Work to be completed
Make an exact copy of all the entries shown below.
Content starts
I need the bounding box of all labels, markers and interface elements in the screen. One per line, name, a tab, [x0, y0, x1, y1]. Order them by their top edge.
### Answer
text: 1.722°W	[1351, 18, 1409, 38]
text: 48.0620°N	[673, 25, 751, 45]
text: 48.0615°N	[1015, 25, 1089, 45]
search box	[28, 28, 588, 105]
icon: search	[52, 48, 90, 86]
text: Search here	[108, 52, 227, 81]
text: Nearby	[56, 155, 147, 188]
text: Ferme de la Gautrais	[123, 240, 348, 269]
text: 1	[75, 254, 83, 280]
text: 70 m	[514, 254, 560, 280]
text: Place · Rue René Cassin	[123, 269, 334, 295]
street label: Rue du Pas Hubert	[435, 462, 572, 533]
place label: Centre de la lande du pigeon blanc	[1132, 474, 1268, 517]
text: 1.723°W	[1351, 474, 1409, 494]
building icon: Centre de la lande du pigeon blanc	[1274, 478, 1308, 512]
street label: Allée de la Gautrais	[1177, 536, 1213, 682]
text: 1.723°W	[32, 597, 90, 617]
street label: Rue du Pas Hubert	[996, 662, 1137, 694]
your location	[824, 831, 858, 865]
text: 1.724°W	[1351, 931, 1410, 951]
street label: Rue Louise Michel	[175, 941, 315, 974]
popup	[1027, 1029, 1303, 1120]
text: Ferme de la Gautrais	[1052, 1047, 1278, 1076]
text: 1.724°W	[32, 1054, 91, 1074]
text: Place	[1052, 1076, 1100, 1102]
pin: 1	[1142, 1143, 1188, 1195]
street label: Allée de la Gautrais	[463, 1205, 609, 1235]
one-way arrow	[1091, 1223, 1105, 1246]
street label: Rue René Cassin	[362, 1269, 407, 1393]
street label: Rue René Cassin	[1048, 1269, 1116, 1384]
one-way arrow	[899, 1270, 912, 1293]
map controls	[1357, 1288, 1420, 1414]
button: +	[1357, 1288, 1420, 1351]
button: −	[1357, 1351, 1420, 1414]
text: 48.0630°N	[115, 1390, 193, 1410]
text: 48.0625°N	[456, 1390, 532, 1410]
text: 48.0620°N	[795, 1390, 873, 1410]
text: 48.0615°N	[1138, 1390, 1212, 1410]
Content ends
Solved problem
I need the bounding box of all labels, markers and interface elements in the screen. One per line, name, a tab, [x0, y0, x1, y1]. Order them by their top edge.
### Answer
text: 1.722°W	[1351, 18, 1409, 38]
text: 48.0620°N	[673, 25, 751, 45]
text: 48.0615°N	[1015, 25, 1089, 45]
search box	[28, 28, 588, 105]
icon: search	[52, 48, 90, 86]
text: Search here	[108, 52, 227, 81]
text: Nearby	[56, 155, 147, 188]
text: Ferme de la Gautrais	[123, 240, 348, 269]
text: 1	[75, 254, 83, 280]
text: 70 m	[514, 254, 560, 280]
text: Place · Rue René Cassin	[123, 269, 334, 295]
street label: Rue du Pas Hubert	[435, 462, 572, 533]
place label: Centre de la lande du pigeon blanc	[1132, 474, 1268, 517]
text: 1.723°W	[1351, 474, 1409, 494]
building icon: Centre de la lande du pigeon blanc	[1274, 478, 1308, 512]
street label: Allée de la Gautrais	[1177, 536, 1213, 682]
text: 1.723°W	[32, 597, 90, 617]
street label: Rue du Pas Hubert	[996, 662, 1137, 694]
your location	[824, 831, 858, 865]
text: 1.724°W	[1351, 931, 1410, 951]
street label: Rue Louise Michel	[175, 941, 315, 974]
popup	[1027, 1029, 1303, 1120]
text: Ferme de la Gautrais	[1052, 1047, 1278, 1076]
text: 1.724°W	[32, 1054, 91, 1074]
text: Place	[1052, 1076, 1100, 1102]
pin: 1	[1142, 1143, 1188, 1195]
street label: Allée de la Gautrais	[463, 1205, 609, 1235]
one-way arrow	[1091, 1223, 1105, 1246]
street label: Rue René Cassin	[362, 1269, 407, 1393]
street label: Rue René Cassin	[1048, 1269, 1116, 1384]
one-way arrow	[899, 1270, 912, 1293]
map controls	[1357, 1288, 1420, 1414]
button: +	[1357, 1288, 1420, 1351]
button: −	[1357, 1351, 1420, 1414]
text: 48.0630°N	[115, 1390, 193, 1410]
text: 48.0625°N	[456, 1390, 532, 1410]
text: 48.0620°N	[795, 1390, 873, 1410]
text: 48.0615°N	[1138, 1390, 1212, 1410]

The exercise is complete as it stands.